State only how many lines in the listing contain the string "lists".

++++ INFORMATION ++++

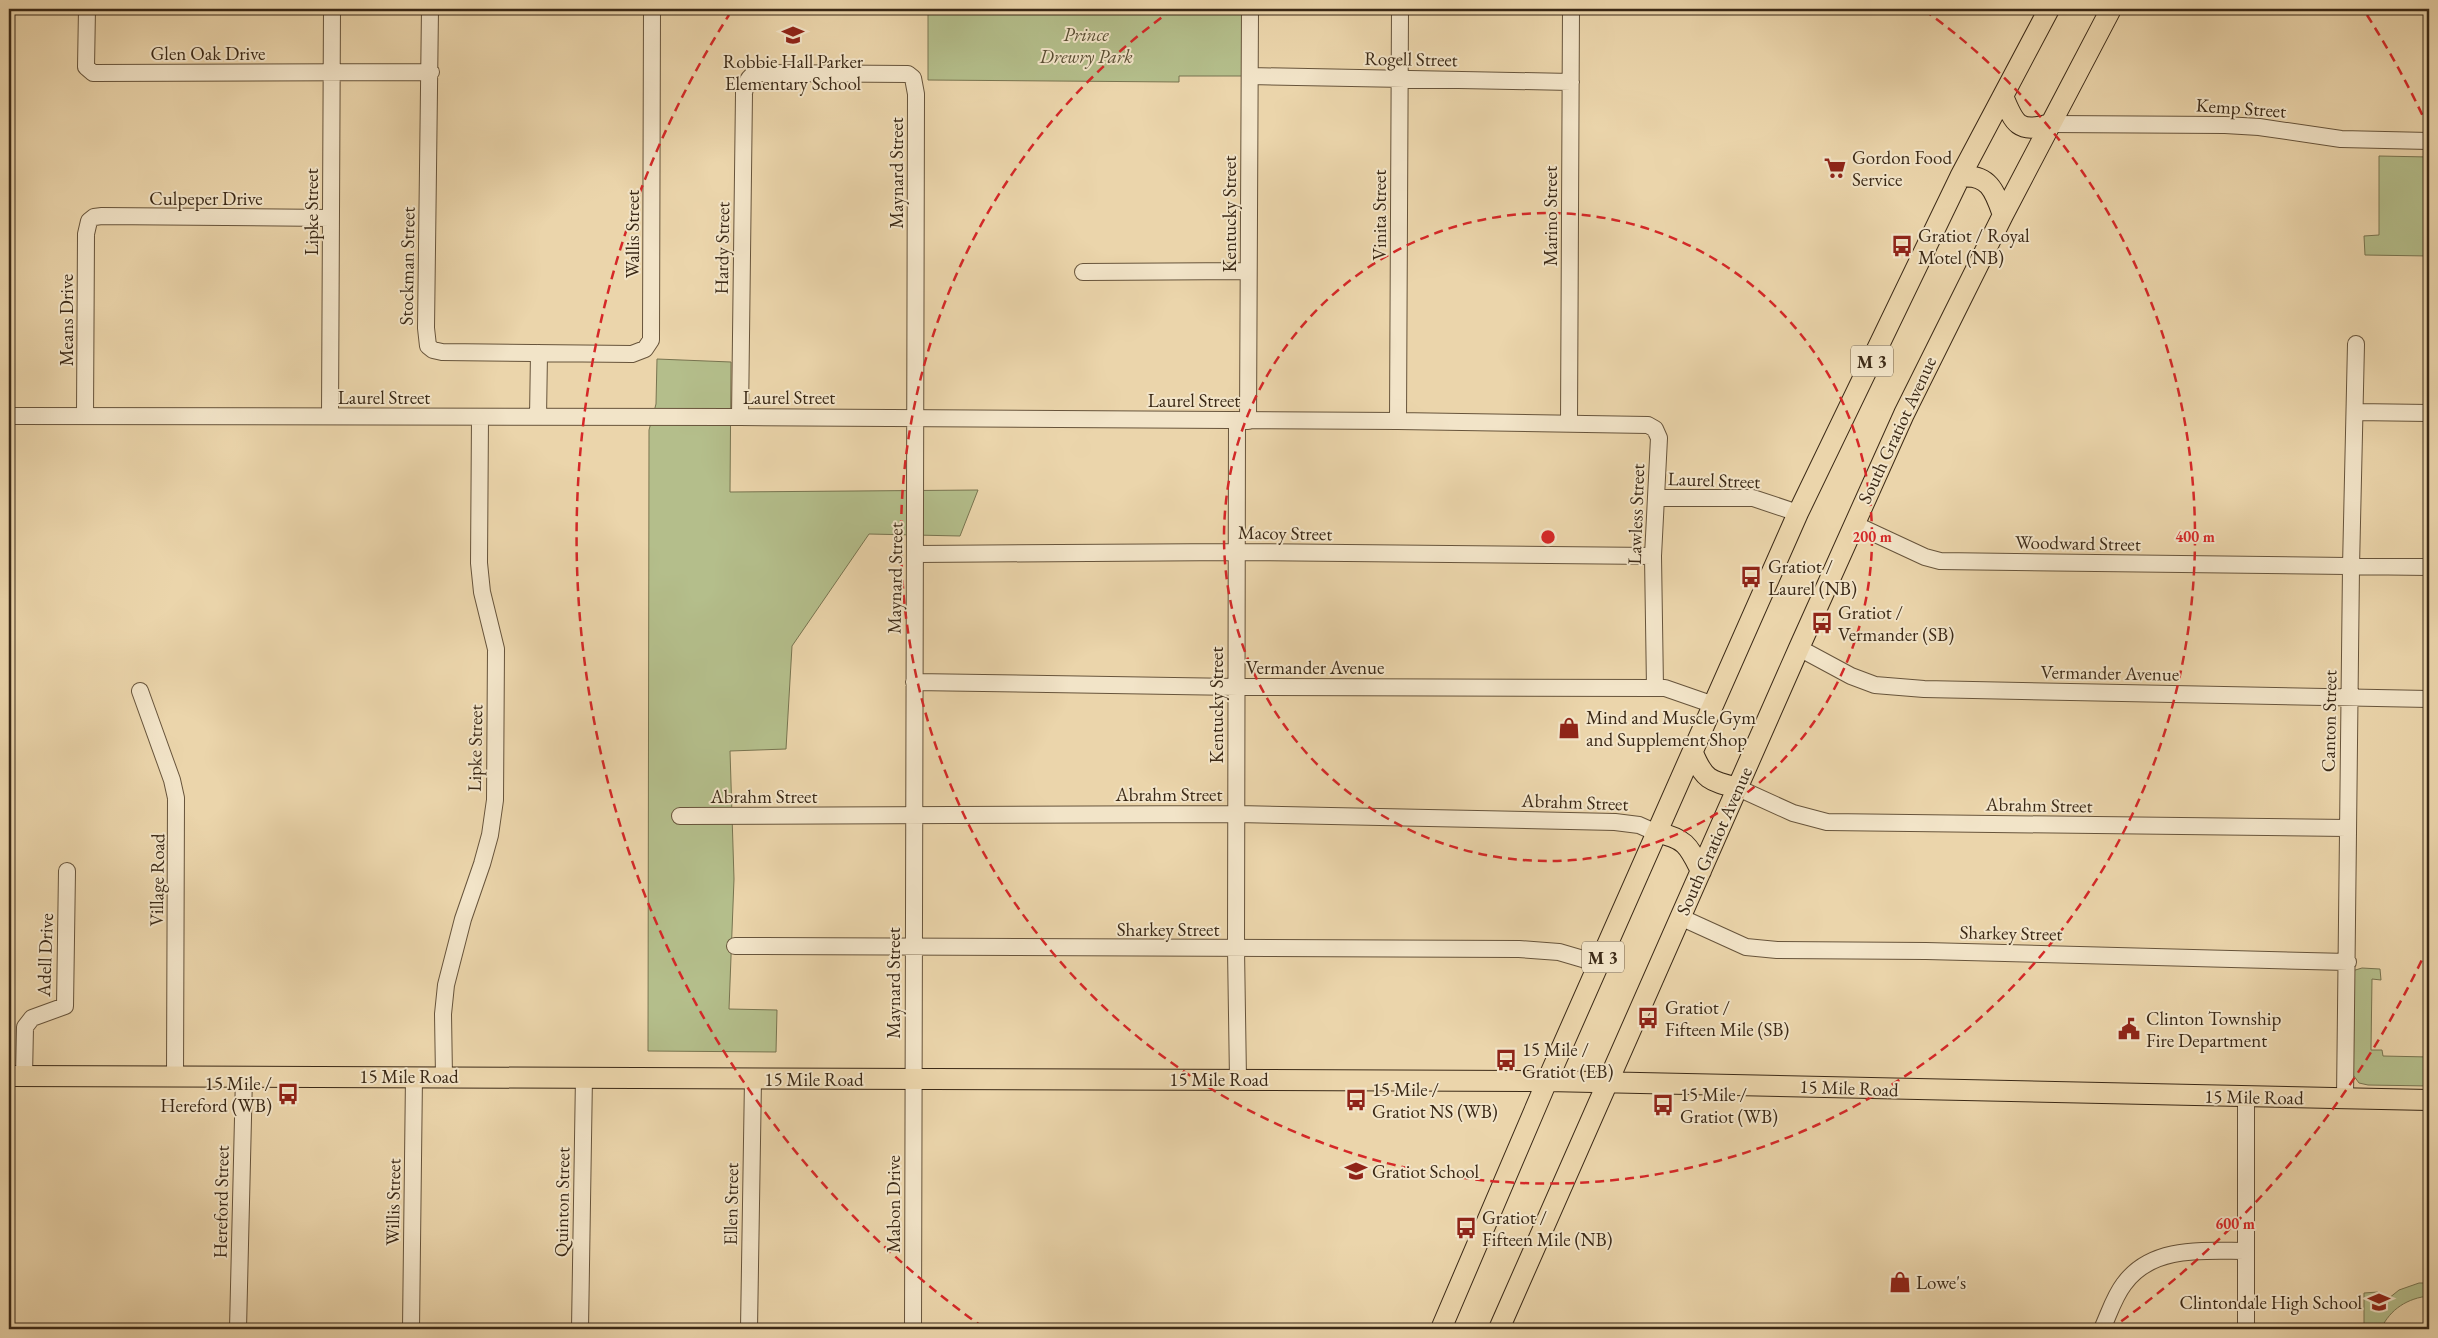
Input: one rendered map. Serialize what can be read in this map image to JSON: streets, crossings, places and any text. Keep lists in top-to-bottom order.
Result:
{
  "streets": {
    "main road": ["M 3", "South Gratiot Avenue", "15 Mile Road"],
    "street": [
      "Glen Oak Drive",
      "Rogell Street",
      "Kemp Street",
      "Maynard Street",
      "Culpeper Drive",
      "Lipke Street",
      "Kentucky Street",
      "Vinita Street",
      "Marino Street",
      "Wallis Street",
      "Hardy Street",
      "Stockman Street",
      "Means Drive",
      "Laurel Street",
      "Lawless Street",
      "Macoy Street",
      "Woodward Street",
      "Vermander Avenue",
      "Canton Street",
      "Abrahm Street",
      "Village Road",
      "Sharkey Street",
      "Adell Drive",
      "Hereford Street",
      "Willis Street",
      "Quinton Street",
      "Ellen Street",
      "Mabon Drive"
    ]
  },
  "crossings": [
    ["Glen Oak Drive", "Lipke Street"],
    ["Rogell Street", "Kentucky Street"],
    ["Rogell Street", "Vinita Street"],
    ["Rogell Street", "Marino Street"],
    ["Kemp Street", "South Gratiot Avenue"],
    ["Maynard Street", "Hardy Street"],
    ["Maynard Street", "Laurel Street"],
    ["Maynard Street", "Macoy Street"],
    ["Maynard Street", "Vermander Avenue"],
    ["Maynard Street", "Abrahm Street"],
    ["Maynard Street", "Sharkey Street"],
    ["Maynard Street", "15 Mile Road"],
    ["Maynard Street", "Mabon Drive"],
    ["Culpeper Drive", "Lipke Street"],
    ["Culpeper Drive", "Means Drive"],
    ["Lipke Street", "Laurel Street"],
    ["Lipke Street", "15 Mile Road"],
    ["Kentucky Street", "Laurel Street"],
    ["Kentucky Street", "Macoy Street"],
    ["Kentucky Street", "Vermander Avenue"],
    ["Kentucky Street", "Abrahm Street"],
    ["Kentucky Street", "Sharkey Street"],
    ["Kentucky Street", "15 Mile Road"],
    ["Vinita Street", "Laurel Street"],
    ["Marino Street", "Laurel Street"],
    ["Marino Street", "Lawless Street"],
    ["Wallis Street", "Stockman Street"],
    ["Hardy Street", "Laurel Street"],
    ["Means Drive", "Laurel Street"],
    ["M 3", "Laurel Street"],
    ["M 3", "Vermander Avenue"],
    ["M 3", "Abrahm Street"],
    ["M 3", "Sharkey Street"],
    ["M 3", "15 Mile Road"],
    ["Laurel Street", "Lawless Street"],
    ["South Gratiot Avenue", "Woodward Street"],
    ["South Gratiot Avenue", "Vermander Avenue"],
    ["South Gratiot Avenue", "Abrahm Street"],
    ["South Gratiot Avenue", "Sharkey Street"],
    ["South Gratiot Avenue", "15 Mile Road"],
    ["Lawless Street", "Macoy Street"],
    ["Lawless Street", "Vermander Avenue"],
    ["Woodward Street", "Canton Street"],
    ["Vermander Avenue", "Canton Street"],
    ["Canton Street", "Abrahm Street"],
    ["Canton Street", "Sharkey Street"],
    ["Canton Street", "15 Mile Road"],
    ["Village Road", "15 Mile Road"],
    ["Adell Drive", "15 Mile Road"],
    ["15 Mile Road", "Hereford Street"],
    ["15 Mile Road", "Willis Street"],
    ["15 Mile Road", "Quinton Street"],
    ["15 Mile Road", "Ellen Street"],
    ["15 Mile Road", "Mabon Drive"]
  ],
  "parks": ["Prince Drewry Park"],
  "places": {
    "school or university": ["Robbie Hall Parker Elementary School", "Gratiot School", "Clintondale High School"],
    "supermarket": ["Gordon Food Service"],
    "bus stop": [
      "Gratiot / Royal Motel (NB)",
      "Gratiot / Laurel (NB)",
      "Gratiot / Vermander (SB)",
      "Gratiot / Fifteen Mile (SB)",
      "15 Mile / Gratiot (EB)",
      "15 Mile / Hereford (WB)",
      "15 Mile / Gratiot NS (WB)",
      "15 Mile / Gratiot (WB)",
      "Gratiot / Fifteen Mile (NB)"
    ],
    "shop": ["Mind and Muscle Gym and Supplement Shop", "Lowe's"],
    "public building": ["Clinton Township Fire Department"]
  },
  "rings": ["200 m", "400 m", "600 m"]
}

++++
++++ INFORMATION ++++

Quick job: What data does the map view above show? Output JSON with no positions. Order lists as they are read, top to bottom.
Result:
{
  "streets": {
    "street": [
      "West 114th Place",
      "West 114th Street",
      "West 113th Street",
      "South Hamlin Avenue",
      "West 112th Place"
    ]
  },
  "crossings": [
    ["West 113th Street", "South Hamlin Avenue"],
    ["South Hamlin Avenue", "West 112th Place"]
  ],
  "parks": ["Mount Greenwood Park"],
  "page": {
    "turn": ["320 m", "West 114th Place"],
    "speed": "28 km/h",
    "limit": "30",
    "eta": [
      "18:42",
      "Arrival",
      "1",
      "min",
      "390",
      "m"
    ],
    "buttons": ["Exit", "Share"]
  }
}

++++
++++ INFORMATION ++++

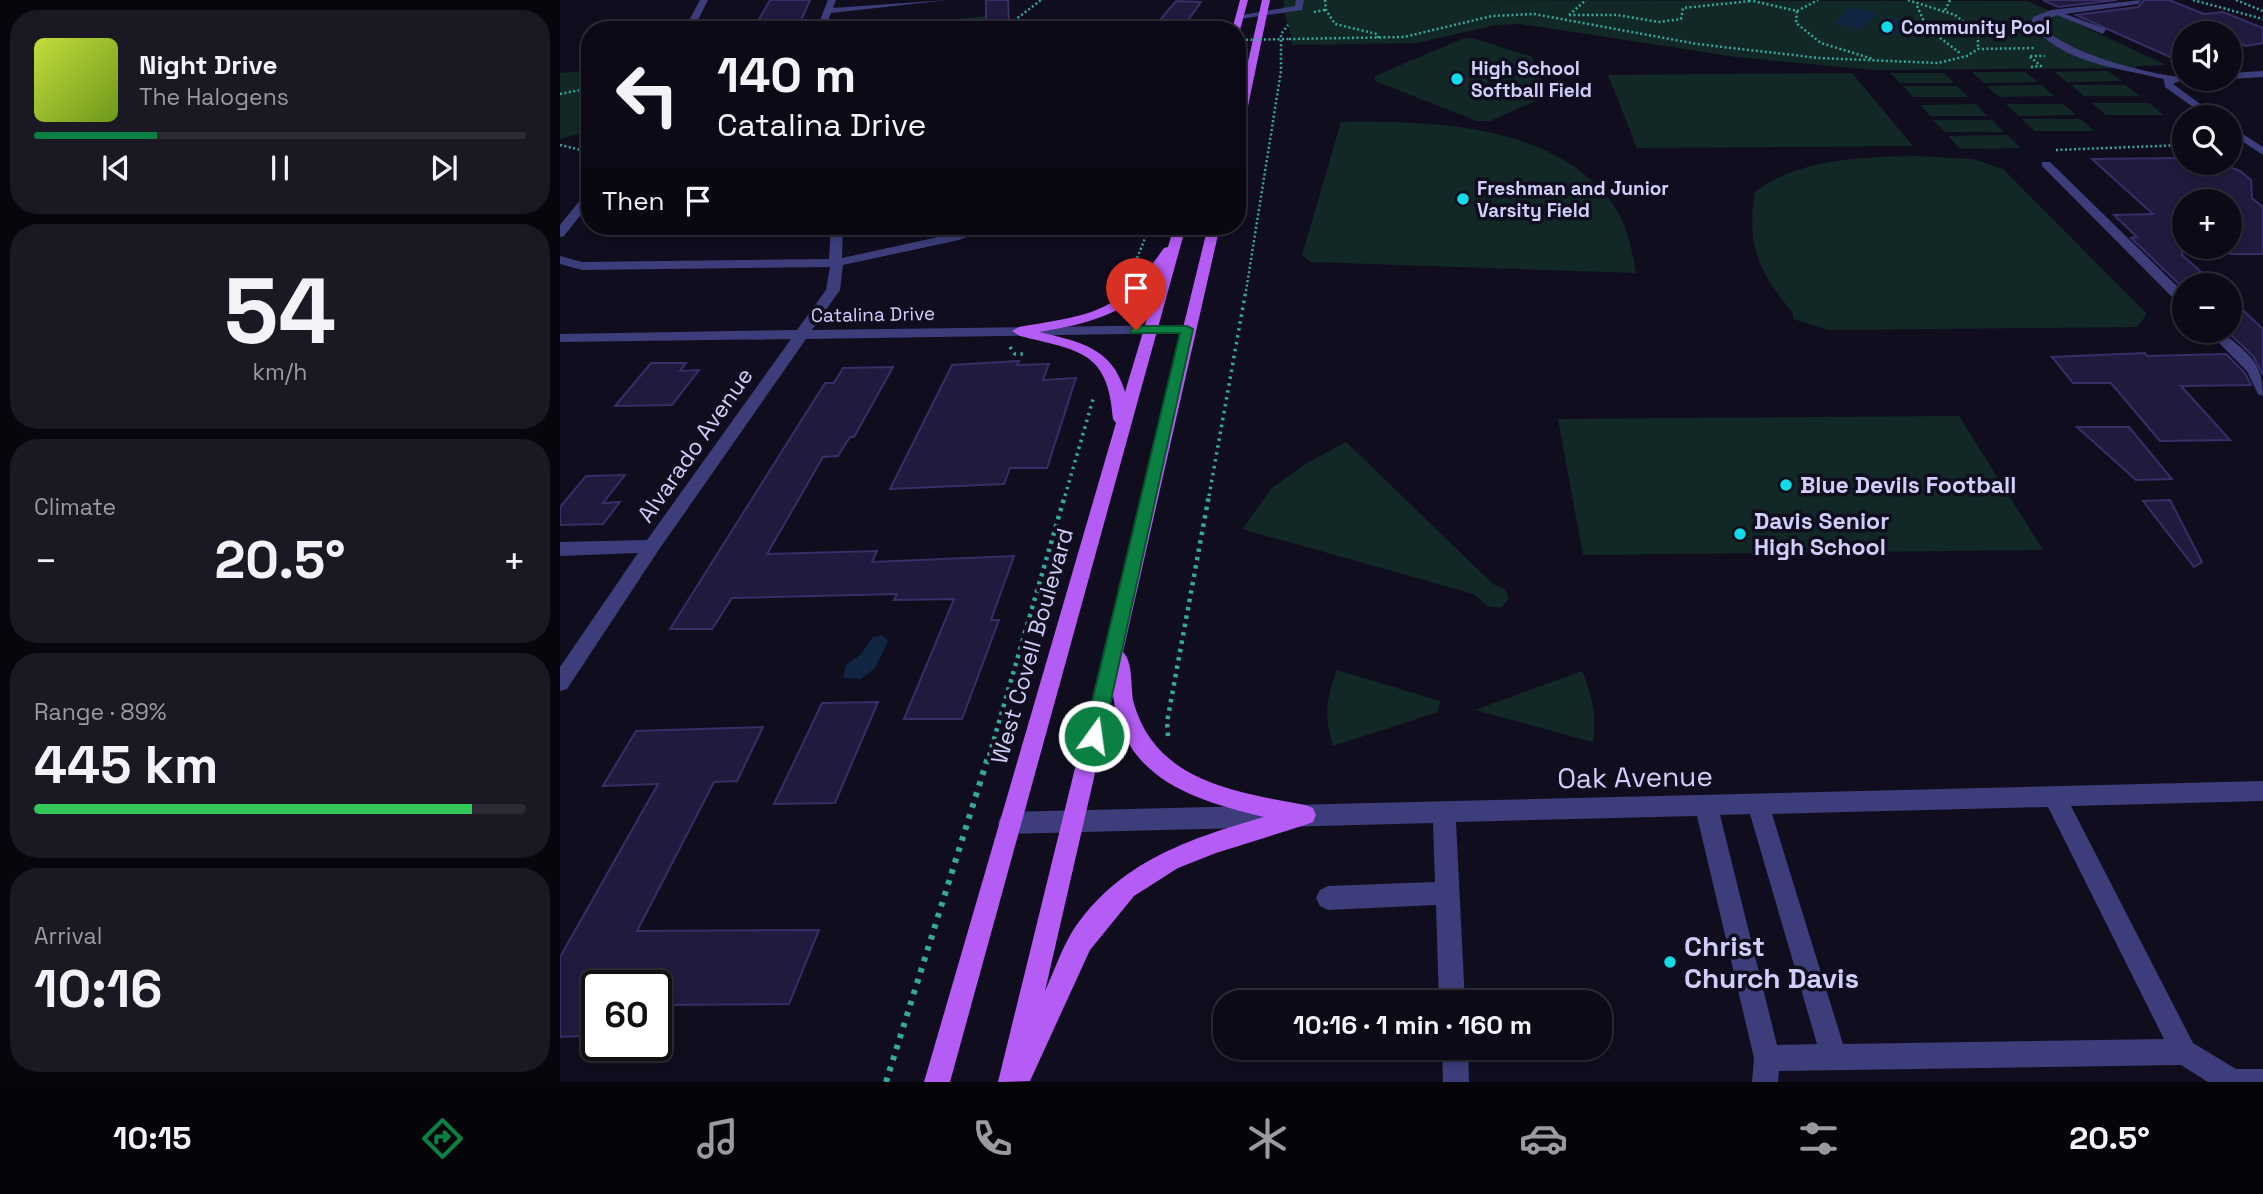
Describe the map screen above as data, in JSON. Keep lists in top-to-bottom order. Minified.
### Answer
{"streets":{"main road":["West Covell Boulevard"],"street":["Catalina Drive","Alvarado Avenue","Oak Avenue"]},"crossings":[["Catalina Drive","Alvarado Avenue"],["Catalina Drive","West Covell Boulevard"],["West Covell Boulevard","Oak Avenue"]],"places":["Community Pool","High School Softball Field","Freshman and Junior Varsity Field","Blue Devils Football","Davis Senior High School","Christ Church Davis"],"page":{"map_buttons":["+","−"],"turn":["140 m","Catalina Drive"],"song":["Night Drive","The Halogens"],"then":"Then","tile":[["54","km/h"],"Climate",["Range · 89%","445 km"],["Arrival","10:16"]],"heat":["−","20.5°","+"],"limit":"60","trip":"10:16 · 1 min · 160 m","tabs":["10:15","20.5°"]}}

++++

## OUTPUT FOR THIS EXERCISE
3